- What you are asked to do -
Count every line in the following entries where the word "shaded" appears. Give the count alone.

- Records -
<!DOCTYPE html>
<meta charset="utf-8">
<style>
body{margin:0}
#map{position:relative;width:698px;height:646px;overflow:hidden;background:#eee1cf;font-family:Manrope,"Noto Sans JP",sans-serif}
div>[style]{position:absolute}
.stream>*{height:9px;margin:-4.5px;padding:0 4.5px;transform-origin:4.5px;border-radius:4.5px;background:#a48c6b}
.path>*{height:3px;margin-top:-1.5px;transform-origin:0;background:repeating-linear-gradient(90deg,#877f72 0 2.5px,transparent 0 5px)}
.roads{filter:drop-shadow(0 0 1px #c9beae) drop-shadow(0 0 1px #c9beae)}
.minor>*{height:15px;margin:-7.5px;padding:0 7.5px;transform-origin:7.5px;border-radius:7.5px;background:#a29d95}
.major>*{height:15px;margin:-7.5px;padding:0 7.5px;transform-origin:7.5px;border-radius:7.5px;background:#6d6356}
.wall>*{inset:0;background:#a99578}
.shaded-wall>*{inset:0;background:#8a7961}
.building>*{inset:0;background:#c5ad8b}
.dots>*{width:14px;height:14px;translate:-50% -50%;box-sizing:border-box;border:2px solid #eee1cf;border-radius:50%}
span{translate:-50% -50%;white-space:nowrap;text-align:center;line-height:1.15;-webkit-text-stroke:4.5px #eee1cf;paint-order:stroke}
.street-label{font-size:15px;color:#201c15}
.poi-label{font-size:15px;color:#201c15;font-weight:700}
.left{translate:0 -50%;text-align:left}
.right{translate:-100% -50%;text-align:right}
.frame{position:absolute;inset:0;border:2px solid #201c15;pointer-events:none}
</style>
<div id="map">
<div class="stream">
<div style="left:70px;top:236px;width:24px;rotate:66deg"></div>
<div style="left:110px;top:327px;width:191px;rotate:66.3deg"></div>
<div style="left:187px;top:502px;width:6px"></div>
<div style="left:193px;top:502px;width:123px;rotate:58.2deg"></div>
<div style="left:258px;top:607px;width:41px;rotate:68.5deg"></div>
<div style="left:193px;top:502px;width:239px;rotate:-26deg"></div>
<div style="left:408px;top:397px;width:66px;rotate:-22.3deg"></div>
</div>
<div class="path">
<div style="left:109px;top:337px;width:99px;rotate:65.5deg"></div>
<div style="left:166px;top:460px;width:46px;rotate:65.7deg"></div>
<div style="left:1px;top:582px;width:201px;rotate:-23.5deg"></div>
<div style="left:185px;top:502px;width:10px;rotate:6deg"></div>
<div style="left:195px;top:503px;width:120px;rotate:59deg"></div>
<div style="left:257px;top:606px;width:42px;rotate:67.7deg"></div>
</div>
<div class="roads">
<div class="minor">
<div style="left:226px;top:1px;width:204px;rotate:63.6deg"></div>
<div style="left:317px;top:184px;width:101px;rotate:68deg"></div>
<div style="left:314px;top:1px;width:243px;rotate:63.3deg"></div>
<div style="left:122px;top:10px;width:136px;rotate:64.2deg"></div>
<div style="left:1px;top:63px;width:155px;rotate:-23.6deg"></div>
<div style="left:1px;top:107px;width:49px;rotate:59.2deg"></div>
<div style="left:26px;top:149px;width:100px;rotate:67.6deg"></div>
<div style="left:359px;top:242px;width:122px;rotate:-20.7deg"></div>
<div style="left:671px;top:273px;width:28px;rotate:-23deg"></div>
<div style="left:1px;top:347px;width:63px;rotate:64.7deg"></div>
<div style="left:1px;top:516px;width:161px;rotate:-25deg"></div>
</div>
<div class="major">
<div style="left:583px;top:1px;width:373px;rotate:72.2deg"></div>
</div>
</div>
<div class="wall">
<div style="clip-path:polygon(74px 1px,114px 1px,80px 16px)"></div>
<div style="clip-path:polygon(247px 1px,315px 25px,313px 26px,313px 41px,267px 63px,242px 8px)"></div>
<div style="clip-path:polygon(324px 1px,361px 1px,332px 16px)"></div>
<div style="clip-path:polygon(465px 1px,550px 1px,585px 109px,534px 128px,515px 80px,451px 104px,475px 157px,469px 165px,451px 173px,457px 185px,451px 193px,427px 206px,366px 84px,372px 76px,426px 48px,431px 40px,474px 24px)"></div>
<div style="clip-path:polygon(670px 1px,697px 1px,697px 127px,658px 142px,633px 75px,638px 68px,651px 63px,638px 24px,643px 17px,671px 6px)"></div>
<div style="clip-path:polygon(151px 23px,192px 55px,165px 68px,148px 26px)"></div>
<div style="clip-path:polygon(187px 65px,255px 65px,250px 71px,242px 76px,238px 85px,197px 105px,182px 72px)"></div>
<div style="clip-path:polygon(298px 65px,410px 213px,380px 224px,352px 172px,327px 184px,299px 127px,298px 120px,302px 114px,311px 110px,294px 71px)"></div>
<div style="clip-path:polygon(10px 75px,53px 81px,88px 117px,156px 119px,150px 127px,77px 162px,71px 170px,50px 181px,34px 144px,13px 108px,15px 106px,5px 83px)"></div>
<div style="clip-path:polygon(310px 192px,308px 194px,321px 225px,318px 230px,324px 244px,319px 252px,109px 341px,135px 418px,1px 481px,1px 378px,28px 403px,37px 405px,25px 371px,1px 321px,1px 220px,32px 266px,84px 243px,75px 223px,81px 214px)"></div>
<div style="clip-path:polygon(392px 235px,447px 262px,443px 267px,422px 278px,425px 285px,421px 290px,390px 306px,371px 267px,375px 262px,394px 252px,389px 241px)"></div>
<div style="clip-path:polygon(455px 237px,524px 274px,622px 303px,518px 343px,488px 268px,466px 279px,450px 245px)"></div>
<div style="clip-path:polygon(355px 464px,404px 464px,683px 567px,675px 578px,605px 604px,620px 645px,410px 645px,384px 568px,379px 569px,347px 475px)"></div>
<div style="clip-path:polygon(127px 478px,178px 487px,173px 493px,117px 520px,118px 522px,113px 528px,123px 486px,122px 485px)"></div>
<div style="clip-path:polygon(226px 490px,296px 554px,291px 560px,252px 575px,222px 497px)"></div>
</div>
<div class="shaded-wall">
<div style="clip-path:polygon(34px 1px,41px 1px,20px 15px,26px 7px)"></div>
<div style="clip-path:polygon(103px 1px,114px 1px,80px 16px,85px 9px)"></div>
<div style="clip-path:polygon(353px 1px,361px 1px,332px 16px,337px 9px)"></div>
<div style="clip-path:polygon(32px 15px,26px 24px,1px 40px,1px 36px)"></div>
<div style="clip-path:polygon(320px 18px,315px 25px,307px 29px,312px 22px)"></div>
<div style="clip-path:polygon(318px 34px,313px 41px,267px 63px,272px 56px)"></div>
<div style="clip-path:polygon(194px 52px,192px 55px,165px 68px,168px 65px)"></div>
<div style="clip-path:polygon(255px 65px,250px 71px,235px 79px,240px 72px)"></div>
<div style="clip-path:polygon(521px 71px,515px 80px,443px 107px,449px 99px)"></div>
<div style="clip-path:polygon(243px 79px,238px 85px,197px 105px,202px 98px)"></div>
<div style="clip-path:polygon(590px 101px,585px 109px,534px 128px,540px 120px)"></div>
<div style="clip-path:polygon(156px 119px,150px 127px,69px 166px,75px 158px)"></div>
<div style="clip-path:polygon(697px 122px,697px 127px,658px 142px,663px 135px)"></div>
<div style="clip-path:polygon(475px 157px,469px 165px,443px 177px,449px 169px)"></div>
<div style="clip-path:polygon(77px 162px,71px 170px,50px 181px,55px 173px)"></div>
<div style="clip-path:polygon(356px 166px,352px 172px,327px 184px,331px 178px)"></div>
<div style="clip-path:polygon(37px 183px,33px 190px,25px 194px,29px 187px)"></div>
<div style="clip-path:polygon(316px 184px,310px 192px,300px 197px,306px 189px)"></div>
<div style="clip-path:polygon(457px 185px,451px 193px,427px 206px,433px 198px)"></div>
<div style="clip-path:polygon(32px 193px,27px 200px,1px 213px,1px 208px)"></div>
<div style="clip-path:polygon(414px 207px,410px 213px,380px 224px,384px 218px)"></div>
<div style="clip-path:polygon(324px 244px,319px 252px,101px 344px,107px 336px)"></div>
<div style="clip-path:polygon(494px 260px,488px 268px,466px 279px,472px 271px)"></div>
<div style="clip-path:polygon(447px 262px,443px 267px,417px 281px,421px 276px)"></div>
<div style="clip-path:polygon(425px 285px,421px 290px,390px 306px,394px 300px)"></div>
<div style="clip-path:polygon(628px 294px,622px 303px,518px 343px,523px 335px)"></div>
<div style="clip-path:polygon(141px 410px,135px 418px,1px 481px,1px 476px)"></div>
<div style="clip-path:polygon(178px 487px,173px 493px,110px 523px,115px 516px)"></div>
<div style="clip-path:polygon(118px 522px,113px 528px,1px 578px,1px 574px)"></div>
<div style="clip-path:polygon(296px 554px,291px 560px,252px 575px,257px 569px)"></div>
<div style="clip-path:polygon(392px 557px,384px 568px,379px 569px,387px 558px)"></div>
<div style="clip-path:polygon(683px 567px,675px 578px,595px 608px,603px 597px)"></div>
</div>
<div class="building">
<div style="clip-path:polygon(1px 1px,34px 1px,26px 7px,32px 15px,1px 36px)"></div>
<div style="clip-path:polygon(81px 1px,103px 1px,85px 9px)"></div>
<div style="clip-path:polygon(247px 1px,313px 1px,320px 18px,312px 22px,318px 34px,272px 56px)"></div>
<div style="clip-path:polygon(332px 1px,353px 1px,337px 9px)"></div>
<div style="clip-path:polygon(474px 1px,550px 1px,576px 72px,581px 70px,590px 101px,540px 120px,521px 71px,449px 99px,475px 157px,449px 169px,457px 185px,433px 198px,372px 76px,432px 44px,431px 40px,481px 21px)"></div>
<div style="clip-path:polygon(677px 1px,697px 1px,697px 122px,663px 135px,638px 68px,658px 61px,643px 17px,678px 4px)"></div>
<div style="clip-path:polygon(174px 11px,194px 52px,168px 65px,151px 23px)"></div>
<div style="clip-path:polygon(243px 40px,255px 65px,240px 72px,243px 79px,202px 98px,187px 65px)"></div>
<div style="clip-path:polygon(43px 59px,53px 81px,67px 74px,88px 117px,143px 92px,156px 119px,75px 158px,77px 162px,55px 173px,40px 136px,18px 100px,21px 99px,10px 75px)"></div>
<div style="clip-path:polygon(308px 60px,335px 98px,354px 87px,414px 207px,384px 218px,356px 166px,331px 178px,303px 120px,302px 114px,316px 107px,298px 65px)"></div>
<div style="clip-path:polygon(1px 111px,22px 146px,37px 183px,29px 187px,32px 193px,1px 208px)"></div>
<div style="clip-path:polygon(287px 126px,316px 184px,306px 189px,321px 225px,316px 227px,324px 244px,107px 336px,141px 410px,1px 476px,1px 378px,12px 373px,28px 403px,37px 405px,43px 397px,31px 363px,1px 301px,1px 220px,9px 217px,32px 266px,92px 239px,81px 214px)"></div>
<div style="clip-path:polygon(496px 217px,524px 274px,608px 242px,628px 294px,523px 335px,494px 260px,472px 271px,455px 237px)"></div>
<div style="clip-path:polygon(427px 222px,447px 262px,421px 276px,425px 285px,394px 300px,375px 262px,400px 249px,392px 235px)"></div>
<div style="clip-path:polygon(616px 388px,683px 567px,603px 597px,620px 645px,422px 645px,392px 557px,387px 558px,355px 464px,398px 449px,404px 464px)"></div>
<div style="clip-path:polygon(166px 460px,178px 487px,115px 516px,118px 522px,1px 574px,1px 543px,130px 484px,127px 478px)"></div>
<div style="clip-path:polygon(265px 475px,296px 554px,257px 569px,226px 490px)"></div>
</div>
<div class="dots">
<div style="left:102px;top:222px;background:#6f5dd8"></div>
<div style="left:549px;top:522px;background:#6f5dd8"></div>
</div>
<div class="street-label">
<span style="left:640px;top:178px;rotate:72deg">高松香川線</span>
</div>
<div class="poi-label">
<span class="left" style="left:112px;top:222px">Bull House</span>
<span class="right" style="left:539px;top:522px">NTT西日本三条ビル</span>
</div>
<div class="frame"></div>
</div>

- Solved exercise -
2